What you should do: Below are some records. Set each one down exactly as it reads.

--- Exercise materials Enclosed Below ---

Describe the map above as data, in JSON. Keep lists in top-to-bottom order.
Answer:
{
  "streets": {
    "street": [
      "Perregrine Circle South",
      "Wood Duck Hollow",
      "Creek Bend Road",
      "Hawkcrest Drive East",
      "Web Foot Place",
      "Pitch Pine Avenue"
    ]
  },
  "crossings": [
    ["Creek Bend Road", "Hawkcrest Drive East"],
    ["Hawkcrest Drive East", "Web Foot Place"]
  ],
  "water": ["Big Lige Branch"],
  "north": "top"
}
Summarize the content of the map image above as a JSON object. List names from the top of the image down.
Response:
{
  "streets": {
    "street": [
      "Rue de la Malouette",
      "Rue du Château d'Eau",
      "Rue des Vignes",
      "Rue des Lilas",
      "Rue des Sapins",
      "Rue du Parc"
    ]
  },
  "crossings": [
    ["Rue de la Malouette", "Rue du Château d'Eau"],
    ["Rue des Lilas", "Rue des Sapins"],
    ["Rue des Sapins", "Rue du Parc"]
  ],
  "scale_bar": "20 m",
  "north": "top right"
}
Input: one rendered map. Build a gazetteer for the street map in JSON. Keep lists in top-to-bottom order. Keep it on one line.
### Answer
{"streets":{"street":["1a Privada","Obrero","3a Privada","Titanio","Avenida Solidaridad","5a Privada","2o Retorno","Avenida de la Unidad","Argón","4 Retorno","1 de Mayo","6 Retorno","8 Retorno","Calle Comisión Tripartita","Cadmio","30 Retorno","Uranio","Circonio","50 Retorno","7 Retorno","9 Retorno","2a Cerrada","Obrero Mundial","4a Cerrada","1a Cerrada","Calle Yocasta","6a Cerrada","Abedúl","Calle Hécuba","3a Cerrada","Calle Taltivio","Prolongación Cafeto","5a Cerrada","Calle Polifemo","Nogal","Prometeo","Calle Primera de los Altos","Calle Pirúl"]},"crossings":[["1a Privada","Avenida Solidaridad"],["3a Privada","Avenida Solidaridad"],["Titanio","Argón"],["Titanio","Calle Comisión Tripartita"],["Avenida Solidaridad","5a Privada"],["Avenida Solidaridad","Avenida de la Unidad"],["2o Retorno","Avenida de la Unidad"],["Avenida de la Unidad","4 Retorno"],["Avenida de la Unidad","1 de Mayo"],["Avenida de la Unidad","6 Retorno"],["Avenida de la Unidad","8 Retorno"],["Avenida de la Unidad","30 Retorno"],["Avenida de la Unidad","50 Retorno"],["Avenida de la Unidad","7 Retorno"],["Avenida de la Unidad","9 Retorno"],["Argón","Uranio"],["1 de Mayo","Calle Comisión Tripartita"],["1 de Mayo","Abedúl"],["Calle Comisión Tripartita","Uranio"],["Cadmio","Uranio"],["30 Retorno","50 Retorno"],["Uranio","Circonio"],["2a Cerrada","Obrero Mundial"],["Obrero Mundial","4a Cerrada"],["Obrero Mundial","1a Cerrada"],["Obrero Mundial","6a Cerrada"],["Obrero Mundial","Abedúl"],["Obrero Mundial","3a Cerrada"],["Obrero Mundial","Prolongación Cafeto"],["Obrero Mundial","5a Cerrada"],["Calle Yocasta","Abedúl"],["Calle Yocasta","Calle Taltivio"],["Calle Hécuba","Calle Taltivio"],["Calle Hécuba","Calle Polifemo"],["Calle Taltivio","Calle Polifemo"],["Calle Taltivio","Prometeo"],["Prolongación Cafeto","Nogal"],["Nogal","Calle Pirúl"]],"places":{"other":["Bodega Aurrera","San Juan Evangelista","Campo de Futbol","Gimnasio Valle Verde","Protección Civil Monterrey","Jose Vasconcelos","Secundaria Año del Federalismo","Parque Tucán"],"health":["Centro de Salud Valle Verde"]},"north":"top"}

--- End of Enclosed Exercise materials ---

Written answer:
Describe the map above as data, in JSON. Keep lists in top-to-bottom order.
Answer:
{
  "streets": {
    "street": [
      "Perregrine Circle South",
      "Wood Duck Hollow",
      "Creek Bend Road",
      "Hawkcrest Drive East",
      "Web Foot Place",
      "Pitch Pine Avenue"
    ]
  },
  "crossings": [
    ["Creek Bend Road", "Hawkcrest Drive East"],
    ["Hawkcrest Drive East", "Web Foot Place"]
  ],
  "water": ["Big Lige Branch"],
  "north": "top"
}
Summarize the content of the map image above as a JSON object. List names from the top of the image down.
Response:
{
  "streets": {
    "street": [
      "Rue de la Malouette",
      "Rue du Château d'Eau",
      "Rue des Vignes",
      "Rue des Lilas",
      "Rue des Sapins",
      "Rue du Parc"
    ]
  },
  "crossings": [
    ["Rue de la Malouette", "Rue du Château d'Eau"],
    ["Rue des Lilas", "Rue des Sapins"],
    ["Rue des Sapins", "Rue du Parc"]
  ],
  "scale_bar": "20 m",
  "north": "top right"
}
Input: one rendered map. Build a gazetteer for the street map in JSON. Keep lists in top-to-bottom order. Keep it on one line.
### Answer
{"streets":{"street":["1a Privada","Obrero","3a Privada","Titanio","Avenida Solidaridad","5a Privada","2o Retorno","Avenida de la Unidad","Argón","4 Retorno","1 de Mayo","6 Retorno","8 Retorno","Calle Comisión Tripartita","Cadmio","30 Retorno","Uranio","Circonio","50 Retorno","7 Retorno","9 Retorno","2a Cerrada","Obrero Mundial","4a Cerrada","1a Cerrada","Calle Yocasta","6a Cerrada","Abedúl","Calle Hécuba","3a Cerrada","Calle Taltivio","Prolongación Cafeto","5a Cerrada","Calle Polifemo","Nogal","Prometeo","Calle Primera de los Altos","Calle Pirúl"]},"crossings":[["1a Privada","Avenida Solidaridad"],["3a Privada","Avenida Solidaridad"],["Titanio","Argón"],["Titanio","Calle Comisión Tripartita"],["Avenida Solidaridad","5a Privada"],["Avenida Solidaridad","Avenida de la Unidad"],["2o Retorno","Avenida de la Unidad"],["Avenida de la Unidad","4 Retorno"],["Avenida de la Unidad","1 de Mayo"],["Avenida de la Unidad","6 Retorno"],["Avenida de la Unidad","8 Retorno"],["Avenida de la Unidad","30 Retorno"],["Avenida de la Unidad","50 Retorno"],["Avenida de la Unidad","7 Retorno"],["Avenida de la Unidad","9 Retorno"],["Argón","Uranio"],["1 de Mayo","Calle Comisión Tripartita"],["1 de Mayo","Abedúl"],["Calle Comisión Tripartita","Uranio"],["Cadmio","Uranio"],["30 Retorno","50 Retorno"],["Uranio","Circonio"],["2a Cerrada","Obrero Mundial"],["Obrero Mundial","4a Cerrada"],["Obrero Mundial","1a Cerrada"],["Obrero Mundial","6a Cerrada"],["Obrero Mundial","Abedúl"],["Obrero Mundial","3a Cerrada"],["Obrero Mundial","Prolongación Cafeto"],["Obrero Mundial","5a Cerrada"],["Calle Yocasta","Abedúl"],["Calle Yocasta","Calle Taltivio"],["Calle Hécuba","Calle Taltivio"],["Calle Hécuba","Calle Polifemo"],["Calle Taltivio","Calle Polifemo"],["Calle Taltivio","Prometeo"],["Prolongación Cafeto","Nogal"],["Nogal","Calle Pirúl"]],"places":{"other":["Bodega Aurrera","San Juan Evangelista","Campo de Futbol","Gimnasio Valle Verde","Protección Civil Monterrey","Jose Vasconcelos","Secundaria Año del Federalismo","Parque Tucán"],"health":["Centro de Salud Valle Verde"]},"north":"top"}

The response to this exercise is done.